> _Data records_:

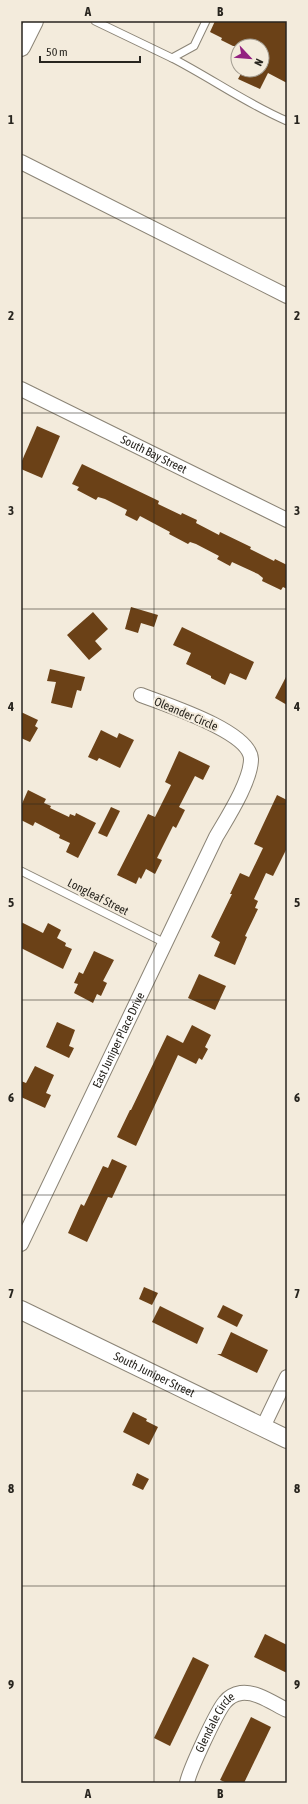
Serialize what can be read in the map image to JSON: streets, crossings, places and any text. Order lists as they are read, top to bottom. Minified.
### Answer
{"streets":{"street":["South Bay Street","Oleander Circle","East Juniper Place Drive","South Juniper Street","Glendale Circle"],"lane":["Longleaf Street"]},"crossings":[["Oleander Circle","East Juniper Place Drive"],["Longleaf Street","East Juniper Place Drive"]],"scale_bar":"50 m","north":"bottom right","grid":{"columns":["A","B"],"rows":["1","2","3","4","5","6","7","8","9"]}}
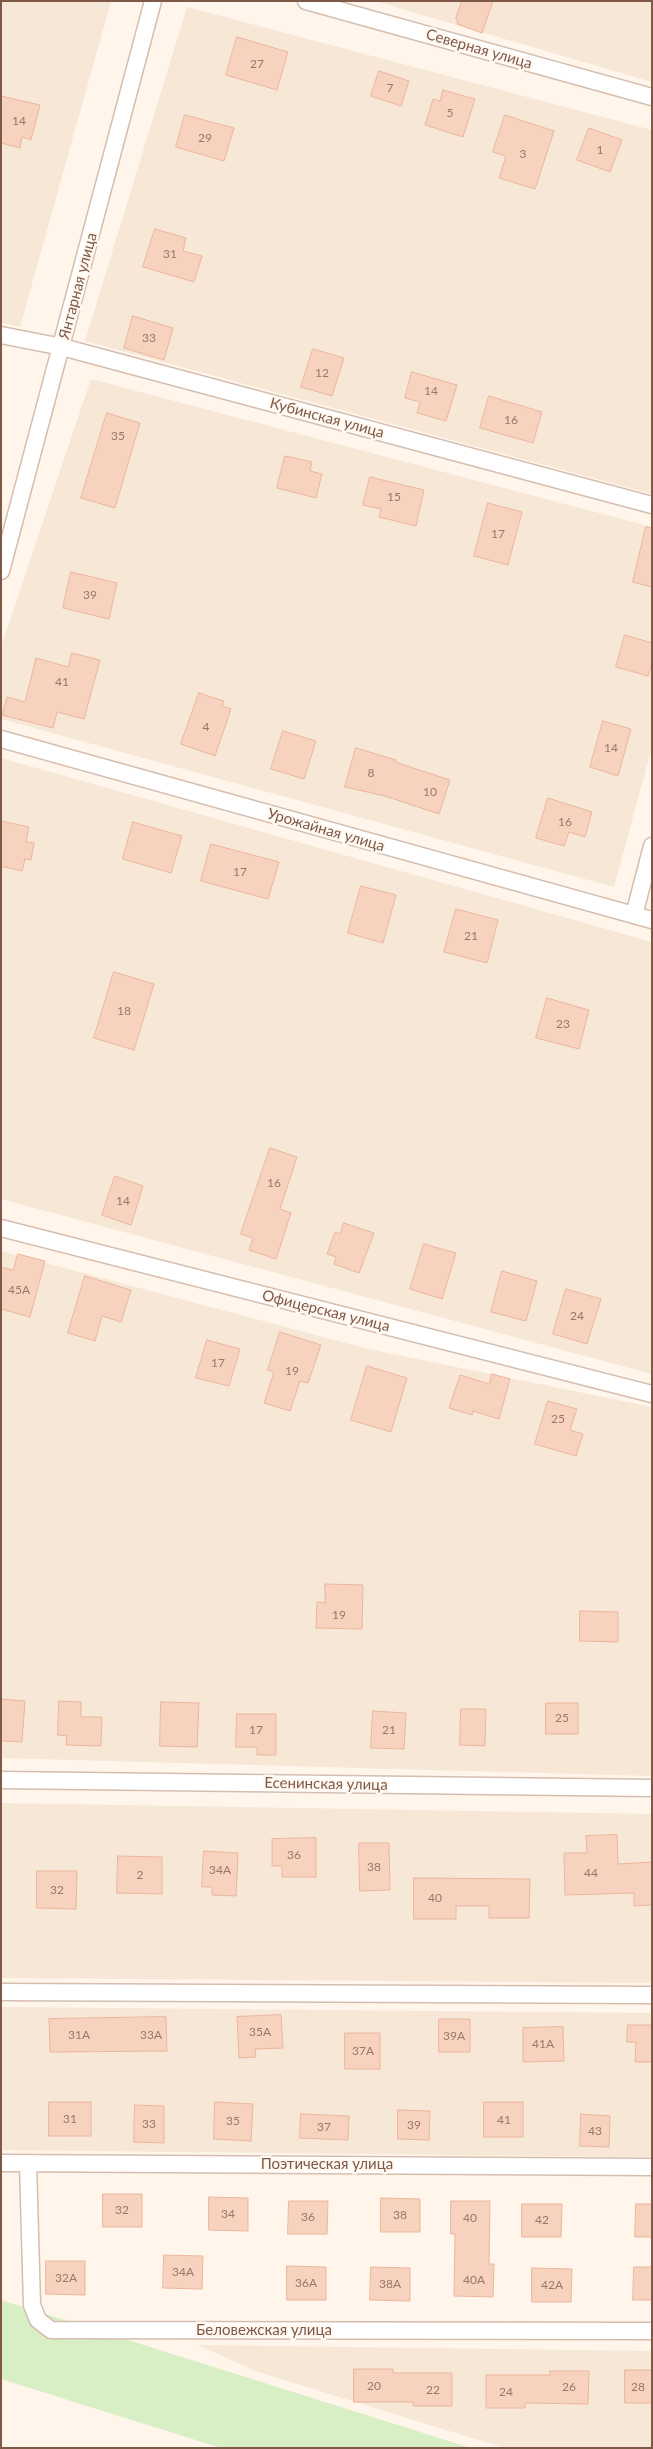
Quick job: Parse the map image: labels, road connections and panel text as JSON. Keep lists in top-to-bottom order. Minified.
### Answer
{"streets":{"street":["Северная улица","Янтарная улица","Кубинская улица","Урожайная улица","Офицерская улица","Есенинская улица","Поэтическая улица","Беловежская улица"]},"crossings":[["Янтарная улица","Кубинская улица"],["Поэтическая улица","Беловежская улица"]],"house_numbers":["27","7","5","14","29","1","3","31","33","12","14","16","35","15","17","39","41","4","14","8","10","16","17","21","18","23","16","14","45А","24","17","19","25","19","25","17","21","36","38","34А","44","2","32","40","35А","31А","33А","39А","41А","37А","31","41","35","33","39","37","43","32","34","38","36","40","42","34А","32А","40А","36А","38А","42А","20","26","28","22","24"]}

> _Work to be completed_:
Copy all of the data above exactly. Leave out every picture.

> _Answer to this exercise_:
Serialize what can be read in the map image to JSON: streets, crossings, places and any text. Order lists as they are read, top to bottom. Minified.
### Answer
{"streets":{"street":["South Bay Street","Oleander Circle","East Juniper Place Drive","South Juniper Street","Glendale Circle"],"lane":["Longleaf Street"]},"crossings":[["Oleander Circle","East Juniper Place Drive"],["Longleaf Street","East Juniper Place Drive"]],"scale_bar":"50 m","north":"bottom right","grid":{"columns":["A","B"],"rows":["1","2","3","4","5","6","7","8","9"]}}
Quick job: Parse the map image: labels, road connections and panel text as JSON. Keep lists in top-to-bottom order. Minified.
### Answer
{"streets":{"street":["Северная улица","Янтарная улица","Кубинская улица","Урожайная улица","Офицерская улица","Есенинская улица","Поэтическая улица","Беловежская улица"]},"crossings":[["Янтарная улица","Кубинская улица"],["Поэтическая улица","Беловежская улица"]],"house_numbers":["27","7","5","14","29","1","3","31","33","12","14","16","35","15","17","39","41","4","14","8","10","16","17","21","18","23","16","14","45А","24","17","19","25","19","25","17","21","36","38","34А","44","2","32","40","35А","31А","33А","39А","41А","37А","31","41","35","33","39","37","43","32","34","38","36","40","42","34А","32А","40А","36А","38А","42А","20","26","28","22","24"]}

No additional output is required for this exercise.